Allereerst overweegt het hof dat voor zover partijen zich na het wijzen van het tussenarrest hebben uitgelaten over de stallen B en C en de tussengelegen grond, het hof daarover in het tussenarrest van 10 september 2019 in rov. 6.9.1. tot en met 6.9.7. bindende eindbeslissingen heeft genomen. Het hof ziet, gelet op wat met name [appellanten] hierover na het tussenarrest nog naar voren hebben gebracht, geen grond om op die eindbeslissingen terug te komen. Het hof blijft dus bij zijn oordeel dat wat betreft de stallen B en C en de tussengelegen grond sprake is van bevrijdende verjaring.
9.9.
Het hof is van oordeel dat [appellanten] geslaagd zijn in de hen opgedragen (tegen)bewijslevering. Het hof overweegt hiertoe als volgt.
9.10.
Het hof overweegt allereerst dat er geen grond bestaat om de verklaringen van de aan de zijde van [appellanten] onder ede gehoorde getuigen van onwaarde te beschouwen enkel en alleen vanwege de familieverhoudingen van sommige getuigen met [appellanten] en/of de verstoorde relatie die er tussen de diverse familieleden en partijen bestaat. Wel dienen de verklaringen, vanwege voormelde omstandigheden, met de nodige voorzichtigheid worden bezien. Het hof heeft dit aspect dan ook bij de waardering van het bewijs betrokken.
9.11.
Van de zijde van [appellanten] is een luchtfoto van de situatie in 1996 (productie 29) overgelegd. Op deze foto is stal B en een deel van de gebouwde stal C waar te nemen. Perceel S210 en S211 lijken op de foto één stuk grond te zijn zonder een duidelijke grensafscheiding. Verder blijkt uit de verklaringen dat zowel [appellant 1] als [geïntimeerde 2] de landbouwgrond met de tractor hebben bewerkt. Alle gehoorde getuigen verklaren dat de grond is bewerkt door [appellant 1] en door anderen, zoals loonwerkers. Zo verklaren de getuigen ten aanzien van dit punt als volgt.

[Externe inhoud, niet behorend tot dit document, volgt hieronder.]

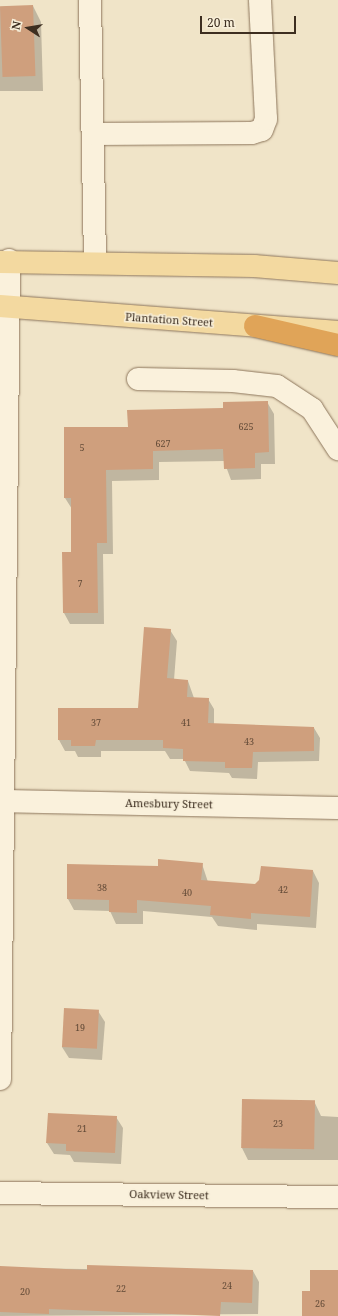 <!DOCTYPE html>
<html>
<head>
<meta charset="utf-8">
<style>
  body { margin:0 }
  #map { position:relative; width:338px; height:1316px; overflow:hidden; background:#f0e4c8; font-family:"Noto Serif",serif }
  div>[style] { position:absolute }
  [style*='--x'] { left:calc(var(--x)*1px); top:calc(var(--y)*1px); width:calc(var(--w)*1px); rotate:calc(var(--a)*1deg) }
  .shadow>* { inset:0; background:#0003 }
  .building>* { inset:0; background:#cf9f7d; transform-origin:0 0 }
  .roads { filter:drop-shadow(0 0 1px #8d765c) drop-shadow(0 0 1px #8d765c) }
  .minor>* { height:22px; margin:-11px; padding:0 11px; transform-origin:11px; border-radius:11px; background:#faf1dc }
  .major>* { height:22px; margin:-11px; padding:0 11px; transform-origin:11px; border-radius:11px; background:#f3d9a0 }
  .highway>* { height:22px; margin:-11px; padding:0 11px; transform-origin:11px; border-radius:11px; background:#e0a458 }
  span { translate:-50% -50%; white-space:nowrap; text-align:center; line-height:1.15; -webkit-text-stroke:3px #f7eed8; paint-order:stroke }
  .number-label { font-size:9px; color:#624a37 }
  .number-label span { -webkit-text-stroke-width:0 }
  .street-label { font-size:11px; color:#3d2e20 }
  .north { position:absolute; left:8px; top:8px; width:40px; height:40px; -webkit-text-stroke:3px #f7eed8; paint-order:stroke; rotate:282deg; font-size:11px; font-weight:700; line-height:16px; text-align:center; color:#3d2e20 }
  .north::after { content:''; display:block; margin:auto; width:14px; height:18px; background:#3d2e20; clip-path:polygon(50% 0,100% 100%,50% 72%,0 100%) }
  .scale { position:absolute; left:200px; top:16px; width:96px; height:18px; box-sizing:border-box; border:2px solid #3d2e20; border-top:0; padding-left:5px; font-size:12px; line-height:14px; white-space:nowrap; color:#3d2e20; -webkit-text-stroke:3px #f7eed8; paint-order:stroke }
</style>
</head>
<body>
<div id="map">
  <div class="shadow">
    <i style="clip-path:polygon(33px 6px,41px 22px,43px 91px,0 91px,0 7px)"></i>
    <i style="clip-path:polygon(267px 402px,274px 414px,275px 464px,261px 464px,261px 479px,231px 480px,224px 461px,159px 462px,159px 480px,112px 481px,113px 554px,103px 554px,104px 624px,70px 624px,64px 613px,72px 553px,72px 509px,65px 498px,129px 428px)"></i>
    <i style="clip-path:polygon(170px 630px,177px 641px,174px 680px,188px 681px,194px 698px,208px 699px,214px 709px,214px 724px,314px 728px,320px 738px,319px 761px,258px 762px,257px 779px,232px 778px,229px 773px,190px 771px,184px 759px,170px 759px,165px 751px,101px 751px,101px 757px,78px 757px,75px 751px,65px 751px,59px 740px,139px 709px)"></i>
    <i style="clip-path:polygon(202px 864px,208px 882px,255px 885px,313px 871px,319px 883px,316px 928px,257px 924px,257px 930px,218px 926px,212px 917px,143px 911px,143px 924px,116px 924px,110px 911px,74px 910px,68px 899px,159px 867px)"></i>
    <i style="clip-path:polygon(98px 1011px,105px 1022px,102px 1060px,69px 1058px,62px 1047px)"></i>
    <i style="clip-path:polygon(243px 1100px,314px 1101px,321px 1116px,338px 1117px,338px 1160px,248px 1160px,242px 1148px)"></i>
    <i style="clip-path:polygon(116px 1117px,123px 1128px,121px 1164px,74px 1162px,70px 1155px,54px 1154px,47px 1143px)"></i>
    <i style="clip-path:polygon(0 1268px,253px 1271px,259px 1282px,258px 1314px,0 1316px)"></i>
  </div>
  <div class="building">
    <i style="left:33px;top:5px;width:71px;height:33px;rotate:88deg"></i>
    <i style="clip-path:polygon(268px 401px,269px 452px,255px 453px,255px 468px,224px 469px,223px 449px,153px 451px,153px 469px,106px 470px,107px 543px,97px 543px,98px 613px,63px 613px,62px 552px,71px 552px,71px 498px,64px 498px,64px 427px,128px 427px,127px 410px,223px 408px,223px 402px)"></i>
    <i style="clip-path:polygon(144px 627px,171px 629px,167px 678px,188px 680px,187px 697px,209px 698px,208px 723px,314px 727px,314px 751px,253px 752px,252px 768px,225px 768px,225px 762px,183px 761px,183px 749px,163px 748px,163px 740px,96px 740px,95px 746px,71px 746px,71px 740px,58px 740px,58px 708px,138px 708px)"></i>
    <i style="clip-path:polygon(158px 859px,203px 863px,201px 880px,255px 884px,259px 880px,261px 866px,313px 870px,310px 917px,251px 913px,251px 919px,210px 915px,211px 906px,137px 900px,137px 913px,109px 912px,109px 900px,67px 899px,67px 864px,158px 866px)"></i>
    <i style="left:64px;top:1008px;width:35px;height:39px;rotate:3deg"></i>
    <i style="left:242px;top:1099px;width:73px;height:49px;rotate:1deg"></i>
    <i style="clip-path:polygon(48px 1113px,117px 1116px,115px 1153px,66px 1151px,66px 1144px,46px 1143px)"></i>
    <i style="clip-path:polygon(87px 1265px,253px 1270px,252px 1303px,221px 1302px,220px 1316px,49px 1309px,49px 1314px,0 1312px,0 1266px,87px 1270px)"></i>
    <i style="clip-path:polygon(310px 1270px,338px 1270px,338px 1316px,302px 1316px,302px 1291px,310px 1291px)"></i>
  </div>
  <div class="roads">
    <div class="minor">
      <i style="--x:90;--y:0;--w:262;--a:88.9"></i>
      <i style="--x:93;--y:134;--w:159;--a:-0.4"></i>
      <i style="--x:252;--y:133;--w:10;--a:-17"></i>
      <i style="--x:262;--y:130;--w:12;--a:-70"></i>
      <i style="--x:266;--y:119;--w:119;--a:-92.9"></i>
      <i style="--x:138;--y:379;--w:95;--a:1.2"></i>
      <i style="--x:233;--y:381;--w:44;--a:6.5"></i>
      <i style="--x:277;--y:386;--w:42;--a:33.3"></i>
      <i style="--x:312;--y:409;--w:48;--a:57"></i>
      <i style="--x:0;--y:801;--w:338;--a:1.2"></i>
      <i style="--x:0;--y:1079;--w:819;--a:-89.37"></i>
      <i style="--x:0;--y:1193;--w:338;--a:0.7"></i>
    </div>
    <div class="major">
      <i style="--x:0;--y:262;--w:254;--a:0.9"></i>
      <i style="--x:254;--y:266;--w:84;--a:4.8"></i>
      <i style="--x:0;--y:306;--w:339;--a:4.4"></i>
    </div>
    <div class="highway">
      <i style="--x:255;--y:326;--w:85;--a:12.9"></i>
    </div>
  </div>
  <div class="number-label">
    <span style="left:246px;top:427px">625</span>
    <span style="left:163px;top:444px">627</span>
    <span style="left:82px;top:448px">5</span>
    <span style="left:80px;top:584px">7</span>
    <span style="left:96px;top:723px">37</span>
    <span style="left:186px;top:723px">41</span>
    <span style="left:249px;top:742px">43</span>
    <span style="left:102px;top:888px">38</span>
    <span style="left:283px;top:890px">42</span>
    <span style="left:187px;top:893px">40</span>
    <span style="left:80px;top:1028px">19</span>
    <span style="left:278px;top:1124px">23</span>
    <span style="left:82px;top:1129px">21</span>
    <span style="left:227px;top:1286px">24</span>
    <span style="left:121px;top:1289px">22</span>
    <span style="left:25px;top:1292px">20</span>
    <span style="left:320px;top:1304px">26</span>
  </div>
  <div class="street-label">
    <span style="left:169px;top:320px;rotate:4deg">Plantation Street</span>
    <span style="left:169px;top:804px;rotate:1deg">Amesbury Street</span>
    <span style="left:169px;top:1195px;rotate:1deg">Oakview Street</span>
  </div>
  <div class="north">N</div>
  <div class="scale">20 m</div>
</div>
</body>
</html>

Partij [appellant 1] verklaart als getuige onder meer:
“(…) De strook grond waar het hier om gaat is niet sinds 1986 onafgebroken in het bezit van [geïntimeerden] geweest. Ik heb die strook vanaf 1985 tot en met 1997 in bewerking gehad voor de maisteelt. Ik laat u de foto zien die op 3 juli 2020 door mr. Teeuw is toegestuurd (…). Deze foto is gemaakt in 1996. De grond waarop nu de stallen A en D staan, waren bij mij in gebruik en niet bij [geïntimeerden] . Ik had die grond in gebruik tot en met 1997. Die stukken grond zijn niet als erfgebruik door [geïntimeerden] in die periode. (…)”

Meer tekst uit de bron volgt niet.